ジョンはためらわずに腰を動かし始めた。参列者たちの視線が集中する中、亜美は犬につらぬかれ、つらぬかれ、奥深くつらぬかれた。両手の力がぬけ、床につっぷしてウェディング・ドレスの袖を噛む。だが尻が、快楽の源を求めて、勝手に左右にくねり、ジョンを誘ってしまう。

「あ、亜美……」父はどうしたらいいか分からず、おろおろしている。

「お、お父さん……駄目ぇ」思うように言葉が出ない。「入ってる……ジョンが……あぁんっ!!……犬のが、入ってる……お父さぁん!!」

「つねにこれを……この畜生を愛し、この畜生を慰め、この畜生を重んじ、奉仕し……」

「あぁっ!! だ、駄目ぇ……ジョン、駄目……あんっ!! あ、ああっ……!!」

「……その生命の限り、かたく節操を守ることを誓いますか?」

「ああぁっ!! あぁ……ジョン!! ……ジョン!! ……あ、はぁっ……ん!!」

誓いますか!?

「ち、誓います……あぁっ、イくぅっ……誓いますぅっ!! あぁっ!! いぃーーーーっ!!」

牧師は、バタンッ、と音を立てて聖書を閉じた。その表情は鋼鉄のように固かった。

「それでは、指輪の……いや、ええと……ええい、首輪の交換を!」熱線のような視線を父親に向ける。

「は、はいっ……」

父親は慌てて指輪を……首輪を探した。本来なら新郎新婦たちが自分でやるところだが……いや、ジョンは自分では出来ないから、やはり誰かが嵌めてやらねばならないか。とにかく、彼は首輪を見つけた。新郎用が黒で、新婦用が赤だ。

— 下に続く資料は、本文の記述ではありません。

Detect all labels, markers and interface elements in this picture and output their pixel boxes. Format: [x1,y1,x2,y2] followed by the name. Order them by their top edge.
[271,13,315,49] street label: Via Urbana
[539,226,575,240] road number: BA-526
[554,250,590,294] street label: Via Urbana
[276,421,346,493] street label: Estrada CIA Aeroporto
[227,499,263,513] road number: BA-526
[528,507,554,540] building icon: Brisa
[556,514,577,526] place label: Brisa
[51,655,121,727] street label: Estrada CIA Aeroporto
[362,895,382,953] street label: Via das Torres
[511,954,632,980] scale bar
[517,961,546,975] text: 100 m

やや手間取ったせいで、ジョンはすでに次の段階に移りつつあった。亜美の肉体に根元まで埋めたペニスもそのままに、体の向きを変え、長時間にわたる交尾結合を始めようとしている。その間中、彼は娘の胎内に精子を注入しつづけるだろう。

ジョンに首輪を嵌めるのは、まったく簡単だった。元々の予定では、この段階が最も困難だと思っていたのだが。しかし今、ジョンは交尾結合で身動き取れない状態になっているため、古い首輪を外しても、逃亡する危険はなかった。新郎への首輪は、実にあっさりと嵌められた。

そして彼は、亜美のほうにとりかかった。娘は乱れたウェディング・ドレスの上に伏して、歓喜の絶頂で身を震わせていた。ときおり新しい絶頂が突き上げるのか、くぅっ、と背中が反り上がる。

「亜美……」

「ああ……お父さぁん……」

「さあ、首輪だよ」

「うん……」娘はこくりと頷いた。かつて幼子だった頃のしぐさが、まだその影を残していた。「嵌めて……お父さん」

真っ赤な首輪を、彼は自分の手で実娘の首に巻いた。純白のウェディング・ドレスに、その首輪の背徳的な赤が艶やかだった。

「ジョンと亜美は、神と公衆の前で夫婦となる約束をした」牧師は叩きつけるように宣言した。「ゆえに私は……父と子と聖霊のみ名において、この畜生と淫売とが夫婦であることを宣言する!! 神があわせられたものを人は離してはならない。以上!!」

言うだけ言うと、牧師は足早に退場していった。

「ねえねえ、記念写真撮りましょうよ」誰かが言った。

さっそく、シャッターを切る音が響いた。新郎と新婦は接続されたまま床に這い、人々はこれ幸いとばかりに、あらゆる角度から「記念写真」を撮りまくった。

「あぁ……」亜美は呻いた。「こんなに……こんなに、感じたの初めて……ああ、ジョン、もっと……もっと注いで……お願い……あぁーーーっ!! また、いくぅーーーっ!!」


いや、こんな結婚式、申し込まれた時点で、教会はデフォルトで断るだろ、普通。

それはいいが、今日は蜘蛛第2部、全然作業してないな。しかも今、午前1時半だし。とほほ……。